47 Les huiles essentielles contestées sont incluses dans la catégorie plus large des produits antérieurs pour l’hygiène personnelle et les soins de beauté, en particulier […] les huiles essentielles. Dès lors, ils sont identiques. La chambre de recours observe également que les huiles essentielles sont incluses dans la vaste catégorie des produits de soins de beauté antérieurs, par exemple les huiles rosemaires, limonherbe, thym, cannelle, citronella et huiles d’arbres à thé pour le traitement des infections cutanées.

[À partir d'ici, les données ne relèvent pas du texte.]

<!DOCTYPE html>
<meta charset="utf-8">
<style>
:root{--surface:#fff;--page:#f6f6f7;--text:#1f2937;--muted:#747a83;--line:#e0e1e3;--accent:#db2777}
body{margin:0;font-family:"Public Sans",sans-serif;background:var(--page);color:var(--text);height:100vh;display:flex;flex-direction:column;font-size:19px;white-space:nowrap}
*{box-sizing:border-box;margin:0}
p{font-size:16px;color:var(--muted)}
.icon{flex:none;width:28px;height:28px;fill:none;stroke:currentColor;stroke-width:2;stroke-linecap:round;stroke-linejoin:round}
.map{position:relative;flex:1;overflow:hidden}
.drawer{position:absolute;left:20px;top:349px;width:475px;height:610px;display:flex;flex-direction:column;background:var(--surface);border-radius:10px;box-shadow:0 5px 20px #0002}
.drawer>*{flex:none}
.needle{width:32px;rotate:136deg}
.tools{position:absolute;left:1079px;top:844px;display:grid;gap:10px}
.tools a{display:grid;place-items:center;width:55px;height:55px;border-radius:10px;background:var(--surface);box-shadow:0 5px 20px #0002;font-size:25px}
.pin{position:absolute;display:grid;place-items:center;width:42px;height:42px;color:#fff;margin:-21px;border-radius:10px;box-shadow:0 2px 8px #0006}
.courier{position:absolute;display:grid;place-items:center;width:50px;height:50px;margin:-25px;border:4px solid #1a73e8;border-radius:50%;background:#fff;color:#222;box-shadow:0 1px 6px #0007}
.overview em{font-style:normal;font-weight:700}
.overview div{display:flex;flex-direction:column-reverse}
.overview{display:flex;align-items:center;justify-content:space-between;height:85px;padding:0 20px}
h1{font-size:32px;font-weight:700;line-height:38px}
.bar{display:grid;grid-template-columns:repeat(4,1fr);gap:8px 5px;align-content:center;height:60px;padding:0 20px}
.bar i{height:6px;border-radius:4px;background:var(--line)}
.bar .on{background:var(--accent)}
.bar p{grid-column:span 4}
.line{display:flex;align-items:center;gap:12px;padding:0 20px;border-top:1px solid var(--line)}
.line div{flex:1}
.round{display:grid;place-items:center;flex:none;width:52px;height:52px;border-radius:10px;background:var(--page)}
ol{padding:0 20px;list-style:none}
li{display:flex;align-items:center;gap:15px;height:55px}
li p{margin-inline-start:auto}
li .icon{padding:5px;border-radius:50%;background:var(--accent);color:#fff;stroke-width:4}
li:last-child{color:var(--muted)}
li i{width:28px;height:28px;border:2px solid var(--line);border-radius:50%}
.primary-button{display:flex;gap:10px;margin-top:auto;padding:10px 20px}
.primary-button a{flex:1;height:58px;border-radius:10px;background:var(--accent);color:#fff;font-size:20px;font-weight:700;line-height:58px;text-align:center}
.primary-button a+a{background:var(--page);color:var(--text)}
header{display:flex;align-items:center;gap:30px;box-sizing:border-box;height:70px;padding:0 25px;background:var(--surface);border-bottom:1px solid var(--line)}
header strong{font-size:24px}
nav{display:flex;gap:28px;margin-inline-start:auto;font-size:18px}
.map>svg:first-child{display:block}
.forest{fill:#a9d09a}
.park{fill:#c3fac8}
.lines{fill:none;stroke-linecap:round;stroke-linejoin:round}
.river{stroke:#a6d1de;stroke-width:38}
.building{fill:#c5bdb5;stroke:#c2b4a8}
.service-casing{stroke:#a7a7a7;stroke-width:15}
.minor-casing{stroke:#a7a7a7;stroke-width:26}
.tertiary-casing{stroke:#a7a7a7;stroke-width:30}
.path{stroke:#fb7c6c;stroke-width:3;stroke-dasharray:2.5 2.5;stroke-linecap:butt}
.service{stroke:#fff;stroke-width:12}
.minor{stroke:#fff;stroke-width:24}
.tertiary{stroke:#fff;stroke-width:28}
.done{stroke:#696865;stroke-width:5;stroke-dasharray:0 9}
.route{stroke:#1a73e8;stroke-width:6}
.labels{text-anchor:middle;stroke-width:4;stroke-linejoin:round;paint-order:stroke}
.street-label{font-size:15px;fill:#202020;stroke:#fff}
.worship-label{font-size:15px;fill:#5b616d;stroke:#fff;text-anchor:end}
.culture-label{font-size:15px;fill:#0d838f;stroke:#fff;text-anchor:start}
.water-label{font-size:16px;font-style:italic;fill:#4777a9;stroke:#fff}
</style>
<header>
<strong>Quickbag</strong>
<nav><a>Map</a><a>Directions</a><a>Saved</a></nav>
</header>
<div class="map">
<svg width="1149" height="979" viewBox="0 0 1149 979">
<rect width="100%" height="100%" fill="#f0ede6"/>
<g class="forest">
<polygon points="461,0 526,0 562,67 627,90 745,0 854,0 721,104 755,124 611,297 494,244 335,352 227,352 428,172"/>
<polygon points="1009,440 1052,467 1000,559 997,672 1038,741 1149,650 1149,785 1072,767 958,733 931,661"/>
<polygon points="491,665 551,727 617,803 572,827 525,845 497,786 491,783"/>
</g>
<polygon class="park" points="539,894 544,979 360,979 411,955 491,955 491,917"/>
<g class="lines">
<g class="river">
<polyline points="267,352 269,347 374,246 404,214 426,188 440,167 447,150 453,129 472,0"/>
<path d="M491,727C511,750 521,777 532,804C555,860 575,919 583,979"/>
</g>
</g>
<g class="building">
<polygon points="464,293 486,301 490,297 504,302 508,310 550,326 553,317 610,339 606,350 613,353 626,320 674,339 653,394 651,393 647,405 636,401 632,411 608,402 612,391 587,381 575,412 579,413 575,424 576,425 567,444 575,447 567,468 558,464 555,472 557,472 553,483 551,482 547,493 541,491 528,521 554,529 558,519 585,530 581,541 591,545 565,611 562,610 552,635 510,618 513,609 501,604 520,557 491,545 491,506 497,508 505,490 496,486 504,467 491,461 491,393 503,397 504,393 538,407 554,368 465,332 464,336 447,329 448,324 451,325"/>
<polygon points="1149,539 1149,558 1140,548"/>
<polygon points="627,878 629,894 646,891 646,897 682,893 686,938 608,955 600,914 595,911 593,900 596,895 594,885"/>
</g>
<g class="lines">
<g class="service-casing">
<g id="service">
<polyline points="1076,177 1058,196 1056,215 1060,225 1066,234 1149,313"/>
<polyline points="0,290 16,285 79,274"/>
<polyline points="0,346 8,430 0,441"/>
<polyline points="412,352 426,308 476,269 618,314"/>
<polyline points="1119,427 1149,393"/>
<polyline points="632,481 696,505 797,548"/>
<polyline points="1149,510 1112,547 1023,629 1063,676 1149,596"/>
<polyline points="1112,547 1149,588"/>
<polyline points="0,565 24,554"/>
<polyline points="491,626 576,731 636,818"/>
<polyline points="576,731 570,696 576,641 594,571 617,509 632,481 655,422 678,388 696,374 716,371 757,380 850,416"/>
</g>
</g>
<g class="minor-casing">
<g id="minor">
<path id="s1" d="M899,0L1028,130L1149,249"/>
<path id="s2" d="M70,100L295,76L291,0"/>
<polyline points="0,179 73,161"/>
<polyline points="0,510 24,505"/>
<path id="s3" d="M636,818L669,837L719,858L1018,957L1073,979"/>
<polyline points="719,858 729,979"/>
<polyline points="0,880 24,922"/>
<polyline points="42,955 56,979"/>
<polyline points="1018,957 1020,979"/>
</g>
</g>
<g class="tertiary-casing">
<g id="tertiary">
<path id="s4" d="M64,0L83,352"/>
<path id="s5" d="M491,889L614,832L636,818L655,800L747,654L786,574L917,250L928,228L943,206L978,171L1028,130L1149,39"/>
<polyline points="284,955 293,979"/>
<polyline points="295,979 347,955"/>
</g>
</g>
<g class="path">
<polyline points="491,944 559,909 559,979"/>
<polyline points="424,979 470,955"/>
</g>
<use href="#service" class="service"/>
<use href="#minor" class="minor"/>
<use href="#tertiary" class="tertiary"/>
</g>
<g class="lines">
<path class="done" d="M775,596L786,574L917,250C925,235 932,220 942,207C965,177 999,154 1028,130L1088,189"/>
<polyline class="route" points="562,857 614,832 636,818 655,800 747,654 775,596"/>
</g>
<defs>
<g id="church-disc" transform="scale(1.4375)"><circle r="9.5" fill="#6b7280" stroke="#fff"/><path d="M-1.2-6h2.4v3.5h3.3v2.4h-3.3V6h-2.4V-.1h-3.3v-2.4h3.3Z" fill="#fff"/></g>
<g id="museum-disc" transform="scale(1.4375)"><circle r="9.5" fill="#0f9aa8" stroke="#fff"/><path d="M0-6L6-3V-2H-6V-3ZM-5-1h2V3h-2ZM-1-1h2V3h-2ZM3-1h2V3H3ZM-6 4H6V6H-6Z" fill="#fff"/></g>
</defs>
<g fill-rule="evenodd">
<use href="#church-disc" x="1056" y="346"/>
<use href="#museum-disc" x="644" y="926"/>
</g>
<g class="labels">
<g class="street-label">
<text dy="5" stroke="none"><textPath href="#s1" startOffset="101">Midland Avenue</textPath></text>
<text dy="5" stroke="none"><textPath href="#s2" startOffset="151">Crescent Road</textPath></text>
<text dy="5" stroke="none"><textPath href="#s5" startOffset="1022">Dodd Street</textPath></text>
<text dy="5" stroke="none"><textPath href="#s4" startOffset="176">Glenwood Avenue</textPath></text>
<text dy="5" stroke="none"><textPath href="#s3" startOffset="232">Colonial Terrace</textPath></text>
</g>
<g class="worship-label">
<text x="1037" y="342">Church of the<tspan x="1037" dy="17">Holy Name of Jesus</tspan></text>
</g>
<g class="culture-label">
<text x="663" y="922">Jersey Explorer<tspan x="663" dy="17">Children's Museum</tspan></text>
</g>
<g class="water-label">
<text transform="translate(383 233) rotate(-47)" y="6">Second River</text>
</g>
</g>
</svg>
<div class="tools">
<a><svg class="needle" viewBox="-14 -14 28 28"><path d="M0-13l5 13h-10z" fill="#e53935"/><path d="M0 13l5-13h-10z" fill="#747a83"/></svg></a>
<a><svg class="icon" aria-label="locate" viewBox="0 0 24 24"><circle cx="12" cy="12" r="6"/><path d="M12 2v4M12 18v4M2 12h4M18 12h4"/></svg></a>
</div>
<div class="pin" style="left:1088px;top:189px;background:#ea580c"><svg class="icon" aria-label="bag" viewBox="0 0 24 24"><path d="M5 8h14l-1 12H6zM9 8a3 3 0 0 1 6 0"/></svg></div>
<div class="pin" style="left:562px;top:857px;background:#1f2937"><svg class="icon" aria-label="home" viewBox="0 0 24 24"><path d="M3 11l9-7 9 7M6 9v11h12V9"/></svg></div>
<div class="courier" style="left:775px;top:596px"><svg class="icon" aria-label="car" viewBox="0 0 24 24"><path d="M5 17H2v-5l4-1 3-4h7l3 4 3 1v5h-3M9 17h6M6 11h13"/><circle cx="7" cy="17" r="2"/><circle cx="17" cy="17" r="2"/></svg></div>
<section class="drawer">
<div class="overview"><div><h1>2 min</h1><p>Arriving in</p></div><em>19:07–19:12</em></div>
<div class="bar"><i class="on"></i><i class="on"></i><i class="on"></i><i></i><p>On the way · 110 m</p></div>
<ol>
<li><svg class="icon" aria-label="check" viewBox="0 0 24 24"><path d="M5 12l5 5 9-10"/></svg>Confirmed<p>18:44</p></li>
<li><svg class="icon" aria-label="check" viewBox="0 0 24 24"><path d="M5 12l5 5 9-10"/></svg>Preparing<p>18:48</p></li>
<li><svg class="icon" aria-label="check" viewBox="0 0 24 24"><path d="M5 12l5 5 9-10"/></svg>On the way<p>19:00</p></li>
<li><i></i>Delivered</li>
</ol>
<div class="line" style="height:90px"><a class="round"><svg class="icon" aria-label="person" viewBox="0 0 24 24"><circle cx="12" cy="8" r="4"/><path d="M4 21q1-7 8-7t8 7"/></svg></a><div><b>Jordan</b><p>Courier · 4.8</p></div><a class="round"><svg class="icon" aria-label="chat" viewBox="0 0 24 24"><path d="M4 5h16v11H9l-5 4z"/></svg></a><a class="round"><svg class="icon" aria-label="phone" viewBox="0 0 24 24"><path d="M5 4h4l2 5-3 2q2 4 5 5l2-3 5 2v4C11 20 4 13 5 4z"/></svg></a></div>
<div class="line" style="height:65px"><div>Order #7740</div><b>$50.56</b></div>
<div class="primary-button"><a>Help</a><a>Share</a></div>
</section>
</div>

48 En outre, les huiles essentielles, tout comme les produits de soins hygiéniques, sont également appliquées sur la peau dans le but, entre autres, d’améliorer son apparence et sont utilisées à des fins cosmétiques. Les huiles essentielles et les produits de soin hygiénique ont des effets positifs sur la peau et l’organisme en raison de leurs propriétés anti-inflammatoires, antibactériennes et antivirales et peuvent être distribués via les mêmes canaux, notamment dans les pharmacies, et peuvent être destinées aux mêmes utilisateurs finaux. En outre, ils sont complémentaires et ciblent le même public. Par conséquent, il existe un lien très étroit entre les produits. En outre, il n’est pas rare que les fabricants de ces produits soient les mêmes. Par conséquent, les huiles essentielles sont au moins hautement similaires aux produits hygiéniques (27/09/2007,-418/03, LA
M ER/LABORATOIRE DE LA M ER, EU:T:2007:299, § 112, 114; 13/06/2019, T -398/18,
DERM AEPIL SUGAR EPIL SYSTEM (fig.)/dermépil Perron Rigot (fig.),
EU:T:2019:415, § 100-101).
49 Les extraits aromatiques sont des fragrances synthétiques créées dans un laboratoire pour mimiter l’odeur des ingrédients naturels. Tant les huiles essentielles que les extraits aromatiques contiennent des composés volatils qui contribuent à leur arôme et à leurs avantages potentiels pour la santé. En plus de fournir une odeur agréable, certaines huiles essentielles et extraits aromatiques peuvent également présenter des propriétés antibactériennes, anti-inflammatoires ou antioxydantes qui peuvent être bénéfiques pour la peau ou les cheveux. Les extraits aromatiques sont souvent utilisés dans des produits d’hygiène personnelle et de soins de beauté en raison de leur parfum agréable et de leurs avantages thérapeutiques potentiels.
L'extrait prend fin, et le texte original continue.